We can discover multiple best solutions once there area unit multiple zeroes in any columns or rows within the final (Optimal) table within the Assignment downside.

Example:-

We contemplate associate degree example wherever four jobs (J1, J2, J3, and J4) must be dead by four staff (W1, W2, W3, and W4), one job per employee. The matrix below shows the price of assignment a specific employee to a specific job. the target is to reduce the full valueof the assignment.
J1 J2 J3 J4
W1 82 83 69 92
W2 77 37 49 92
W3 11 69 5 86
W4 8 9 98 23
Below we are going to make a case for the Hungarian formula exploitation this instance. Note that a general description of the formula may be found here.
Step 1: cipher row minima
We begin with subtracting the row minimum from every row. the littlest part within the initialrow is, as an example, 69. Therefore, we have a tendency to substract sixty nine from every part within the initial row. The ensuing matrix is:
J1 J2 J3 J4
W1 13 14 0 23 (-69)
W2 40 0 12 55 (-37)
W3 6 64 0 81 (-5)
W4 0 1 90 15 (-8)
Step 2: cipher column minima
Similarly, we have a tendency to cipher the column minimum from every column, giving the subsequent matrix:
J1 J2 J3 J4
W1 13 14 0 8
W2 40 0 12 40
W3 6 64 0 66
W4 0 1. 90 0
(-15)
Step 3: cowl all zeros with a minimum range of lines
We will currently confirm the minimum range of lines (horizontal or vertical) that ar needed to hide all zeros within the matrix.
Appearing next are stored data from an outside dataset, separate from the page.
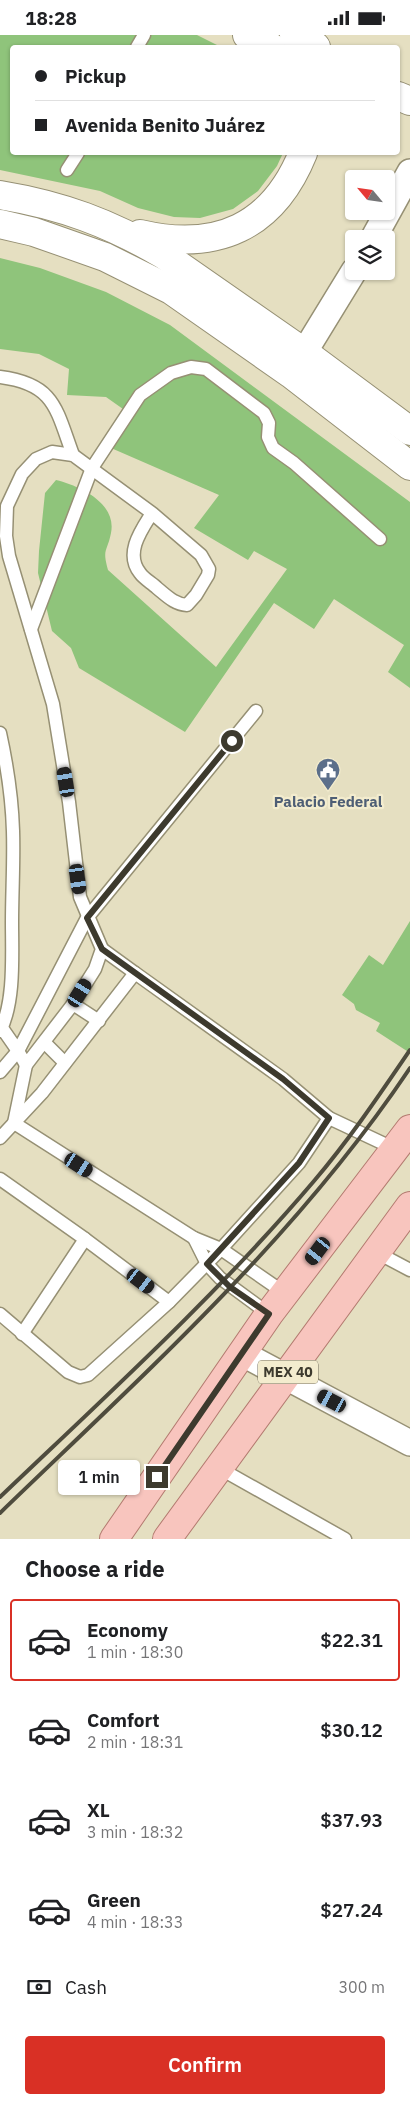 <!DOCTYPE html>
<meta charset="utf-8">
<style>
body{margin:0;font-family:"IBM Plex Sans",sans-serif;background:#f2f2f2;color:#202124;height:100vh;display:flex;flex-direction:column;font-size:19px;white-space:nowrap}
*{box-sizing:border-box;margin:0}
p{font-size:16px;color:#757577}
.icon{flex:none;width:28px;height:28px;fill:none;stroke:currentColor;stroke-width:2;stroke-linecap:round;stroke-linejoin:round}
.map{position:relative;height:1504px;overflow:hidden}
.drawer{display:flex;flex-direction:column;background:#fff;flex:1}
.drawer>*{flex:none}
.guide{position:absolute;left:10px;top:10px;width:390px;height:110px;border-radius:5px;box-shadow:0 1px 4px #0004;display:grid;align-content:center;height:110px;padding:0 25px;background:#fff}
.needle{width:32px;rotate:299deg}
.fabs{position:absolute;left:345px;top:135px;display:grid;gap:10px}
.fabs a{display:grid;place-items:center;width:50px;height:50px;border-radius:5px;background:#fff;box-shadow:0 1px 4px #0004;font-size:25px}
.end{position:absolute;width:22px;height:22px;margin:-11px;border:6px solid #3d3a2e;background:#fff;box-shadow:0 0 0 2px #fff}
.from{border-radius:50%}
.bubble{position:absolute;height:35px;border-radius:5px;background:#fff;box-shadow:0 1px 4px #0004;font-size:16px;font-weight:600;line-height:35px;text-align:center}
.car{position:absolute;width:15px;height:30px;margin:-15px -8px;border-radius:6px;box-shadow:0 0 4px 1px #0007;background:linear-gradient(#222 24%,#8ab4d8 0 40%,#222 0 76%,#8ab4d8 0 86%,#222 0)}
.guide b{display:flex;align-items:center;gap:18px;height:48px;font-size:19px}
.guide b+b{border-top:1px solid #e0e0e0}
.guide i{width:12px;height:12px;background:#202124}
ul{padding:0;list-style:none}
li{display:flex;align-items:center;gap:15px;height:82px;margin:0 10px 8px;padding:0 15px;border:2px solid transparent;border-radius:5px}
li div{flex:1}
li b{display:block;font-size:19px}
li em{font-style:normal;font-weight:600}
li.active{border-color:#d93025}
li>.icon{width:45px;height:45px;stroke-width:1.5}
h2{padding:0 25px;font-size:22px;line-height:60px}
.pay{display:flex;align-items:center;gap:12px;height:55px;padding:0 25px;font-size:19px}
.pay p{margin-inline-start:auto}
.button{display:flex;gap:10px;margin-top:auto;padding:10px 25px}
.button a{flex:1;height:58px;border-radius:5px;background:#d93025;color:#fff;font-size:20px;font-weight:600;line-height:58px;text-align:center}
.status{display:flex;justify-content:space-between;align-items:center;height:35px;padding:0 25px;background:#fff;direction:ltr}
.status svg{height:14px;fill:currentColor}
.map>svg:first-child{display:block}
</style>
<div class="status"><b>18:28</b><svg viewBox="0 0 49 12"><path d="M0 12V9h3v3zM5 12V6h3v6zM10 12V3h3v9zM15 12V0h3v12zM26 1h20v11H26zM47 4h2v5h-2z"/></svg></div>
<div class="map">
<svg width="410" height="1504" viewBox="0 0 410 1504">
<rect width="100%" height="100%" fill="#e5dfc1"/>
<!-- green -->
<g fill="#8fc47b">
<polygon points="0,0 197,0 221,12 12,12 12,118 283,118 277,131 258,156 233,174 200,183 174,182 138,173 100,156 0,135"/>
<path d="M0,223L40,233L106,257L170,290L410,467V653L388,637L404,610L334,564L314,594L274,568L185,697L79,633L71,613L52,596L38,538L39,516L45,458L56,445C80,451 117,468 111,498C107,518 102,513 108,535L216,632L287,534L254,516L248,525L194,493L219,460L111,413L123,374L106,362L67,360L69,334L39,319L0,314Z"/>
<polygon points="410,886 410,1018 376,996 380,988 356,975 354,969 342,960 369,920 383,930"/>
</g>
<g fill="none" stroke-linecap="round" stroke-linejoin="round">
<defs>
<g id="service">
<polyline points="137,12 144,0"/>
<polyline points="67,135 78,118"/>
<path d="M0,342C55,349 56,374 73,420"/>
<polyline points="31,594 92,433 140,360 171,338 191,332 206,334 264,378 269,388 268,402 273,413 294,428 380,504"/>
<path d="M0,698C7,730 12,762 13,796C14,826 12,857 12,887C12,920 15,967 0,996"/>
<polyline points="102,914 135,938"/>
<path d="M73,969L95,934L102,914L80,862L69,767L53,669L9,521L6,501L7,471L22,439L36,424L52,417L73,420L152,478L201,520L209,534L208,540L196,560L187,570C174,569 167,561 157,553C152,548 144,544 140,538C124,518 142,494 152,478"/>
<polyline points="2,993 18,1016 87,883 256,676"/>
<polyline points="45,1008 65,1028"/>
<polyline points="26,1030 14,1088 194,1203 221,1214 286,1259"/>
<polyline points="0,1037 18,1016 26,1030 73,969 99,986"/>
<polyline points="329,1083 395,1114"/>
<polyline points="0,1103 42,1058 135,938 283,1044 329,1083 299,1128 221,1214 169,1267 88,1340 80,1342 68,1337 0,1279"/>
<polyline points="0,1144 85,1204 169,1267"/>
<polyline points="194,1203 207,1229 220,1243 269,1279"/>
<polyline points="376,1217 410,1235"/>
<polyline points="22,1299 85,1204"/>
<polyline points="219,1433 345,1504"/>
</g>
<g id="minor">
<polyline points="373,204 410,137"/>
<polyline points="294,334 354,236"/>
<polyline points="243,1319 410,1408"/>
</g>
<g id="tertiary">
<polyline points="247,0 271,12"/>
<polyline points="294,0 316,12"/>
<polyline points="398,61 410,66"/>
</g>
<g id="secondary">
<polyline points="314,12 315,11"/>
<path d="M0,160C61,170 110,188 164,220L305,318L410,396"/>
<polyline points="0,189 34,197 105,222 171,255 291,339 410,431"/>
<path d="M140,199C217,217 273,192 303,118"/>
</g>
<g id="primary">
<polyline points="114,1504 269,1279 410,1094"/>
<polyline points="167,1504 410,1171"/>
</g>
</defs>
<!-- service casing -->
<use href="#service" stroke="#969074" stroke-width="15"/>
<!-- minor casing -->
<use href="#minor" stroke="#969074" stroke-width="28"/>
<!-- tertiary casing -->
<use href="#tertiary" stroke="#969074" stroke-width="30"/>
<!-- secondary casing -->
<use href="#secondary" stroke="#969074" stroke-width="30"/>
<!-- primary casing -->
<use href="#primary" stroke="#b37b70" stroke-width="30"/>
<!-- service -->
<use href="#service" stroke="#fff" stroke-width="12"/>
<!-- minor -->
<use href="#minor" stroke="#fff" stroke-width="25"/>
<!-- tertiary -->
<use href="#tertiary" stroke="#fff" stroke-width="28"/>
<!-- secondary -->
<use href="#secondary" stroke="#fff" stroke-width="28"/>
<!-- primary -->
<use href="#primary" stroke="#f8c5be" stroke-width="28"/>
<!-- rail -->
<g stroke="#4f4c3e" stroke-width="4">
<path d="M0,1462C107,1360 218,1259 314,1146C349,1105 380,1059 410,1015"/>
<path d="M0,1478C145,1338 297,1202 410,1033"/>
</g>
</g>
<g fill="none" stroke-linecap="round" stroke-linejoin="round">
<!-- route -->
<polyline stroke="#3d3a2e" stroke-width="6" points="157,1442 269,1279 230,1252 207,1229 299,1128 329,1083 283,1044 102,914 87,883 232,706"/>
</g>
<!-- icons -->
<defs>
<symbol id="civic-pin" viewBox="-11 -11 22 30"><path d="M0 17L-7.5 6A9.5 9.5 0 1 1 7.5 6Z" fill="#5c6f8a" stroke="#f3ecce"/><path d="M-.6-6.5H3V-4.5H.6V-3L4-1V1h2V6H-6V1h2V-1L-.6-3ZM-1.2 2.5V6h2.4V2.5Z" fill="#fff"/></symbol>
</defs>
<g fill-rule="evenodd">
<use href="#civic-pin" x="314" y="721" width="28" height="38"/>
</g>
<g text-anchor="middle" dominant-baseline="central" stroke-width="4.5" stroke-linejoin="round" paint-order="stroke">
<!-- shield labels -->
<rect fill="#f3ecce" stroke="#746f5e" stroke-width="1" x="258" y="1325.5" width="60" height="23" rx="4"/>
<g font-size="14" font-weight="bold" fill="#3d3a2e">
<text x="288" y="1337">MEX 40</text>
</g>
<!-- service labels -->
<g font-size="15" font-weight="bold" fill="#4e5e75" stroke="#f3ecce">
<text x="328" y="766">Palacio Federal</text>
</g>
</g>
</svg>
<div class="fabs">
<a><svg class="needle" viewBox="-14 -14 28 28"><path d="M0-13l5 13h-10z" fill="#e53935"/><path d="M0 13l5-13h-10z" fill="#757577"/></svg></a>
<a><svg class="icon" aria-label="layers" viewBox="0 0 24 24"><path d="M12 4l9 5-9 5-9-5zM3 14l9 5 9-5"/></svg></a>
</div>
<i class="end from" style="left:232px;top:706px"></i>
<i class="end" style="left:157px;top:1442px"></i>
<div class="bubble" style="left:58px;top:1425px;width:82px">1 min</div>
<i class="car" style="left:66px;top:747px;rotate:351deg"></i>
<i class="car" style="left:78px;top:844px;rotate:172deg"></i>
<i class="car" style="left:80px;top:958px;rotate:32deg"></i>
<i class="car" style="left:79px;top:1130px;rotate:123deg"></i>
<i class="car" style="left:318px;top:1216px;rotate:217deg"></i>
<i class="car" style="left:141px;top:1246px;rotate:127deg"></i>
<i class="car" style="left:332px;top:1366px;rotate:298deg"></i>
<div class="guide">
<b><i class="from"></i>Pickup</b>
<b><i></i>Avenida Benito Juárez</b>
</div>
</div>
<section class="drawer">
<h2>Choose a ride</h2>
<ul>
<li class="active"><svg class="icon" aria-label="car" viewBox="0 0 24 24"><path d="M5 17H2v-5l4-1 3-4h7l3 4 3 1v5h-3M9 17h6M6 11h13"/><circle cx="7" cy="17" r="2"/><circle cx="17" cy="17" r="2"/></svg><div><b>Economy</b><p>1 min · 18:30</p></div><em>$22.31</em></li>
<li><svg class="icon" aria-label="car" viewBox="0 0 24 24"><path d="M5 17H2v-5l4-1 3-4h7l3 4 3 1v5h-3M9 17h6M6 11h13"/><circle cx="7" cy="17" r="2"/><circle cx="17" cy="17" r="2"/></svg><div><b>Comfort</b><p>2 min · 18:31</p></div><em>$30.12</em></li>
<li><svg class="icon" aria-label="car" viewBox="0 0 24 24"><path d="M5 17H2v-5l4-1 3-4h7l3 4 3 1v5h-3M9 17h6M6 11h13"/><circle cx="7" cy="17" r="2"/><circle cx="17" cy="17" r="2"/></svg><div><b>XL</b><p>3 min · 18:32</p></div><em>$37.93</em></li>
<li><svg class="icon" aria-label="car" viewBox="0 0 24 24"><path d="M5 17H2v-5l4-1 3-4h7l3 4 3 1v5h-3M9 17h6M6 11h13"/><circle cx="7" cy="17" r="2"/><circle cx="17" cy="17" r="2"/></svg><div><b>Green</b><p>4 min · 18:33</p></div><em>$27.24</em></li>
</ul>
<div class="pay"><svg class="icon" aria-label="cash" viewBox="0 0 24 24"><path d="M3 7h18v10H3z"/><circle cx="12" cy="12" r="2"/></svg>Cash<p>300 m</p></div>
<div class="button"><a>Confirm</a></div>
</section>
All zeros may belined exploitation three lines:
J1 J2 J3 J4
W1 13 14 0. 8
W2 40 0 12 40 x
W3 6 64 0 66
W4 0 1 90 0 x
x
Because the quantity of lines needed (3) is less than the scale of the matrix (n=4), we have a tendency to continue with Step four.
Step 4: produce extra zeros
First, we discover that the littlest uncovered range is half dozen. we have a tendency to cipher this range from all uncovered components and add it to any or all components that are lined double. This leads to the subsequent matrix:
J1 J2 J3 J4
W1 7. 8 0 2
W2 40 0 18 40
W3 0. 58 0 60
W4 0 1 96 0
Now we have a tendency to come to Step three.
Step 3: cowl all zeros with a minimum range of lines
Again, we have a tendency to confirm the minimum range of lines needed to hide all zeros within the matrix. currently there ar four lines required:
J1 J2 J3 J4
W1 7 8 0 2 x
W2 40 0 18 40 x
W3 0 58 0 60 x
W4 0 1 96 0 x
Because the quantity of lines needed (4) equals the scale of the matrix (n=4), associate degree best assignment exists among the zeros within the matrix. Therefore, the formula stops.
The best assignment
The following zeros cowl associate degree best assignment:
J1 J2 J3 J4
W1 7 8 0 2
W2 40 0 18 40
W3 0 58 0 60
W4 0 1 96 0
This corresponds to the subsequent best assignment within the original value matrix:
J1 J2 J3 J4
W1 82 83 69 92
W2 77 37 49 92
W3 11 69 5 86
W4 8 9 98. 23
Thus, employee one ought to perform job three, employee a pair of job a pair of, employee threejob one, and employee four ought to perform job four. the full value of this best assignment is to 69 + 37 + 11 + 23= 140.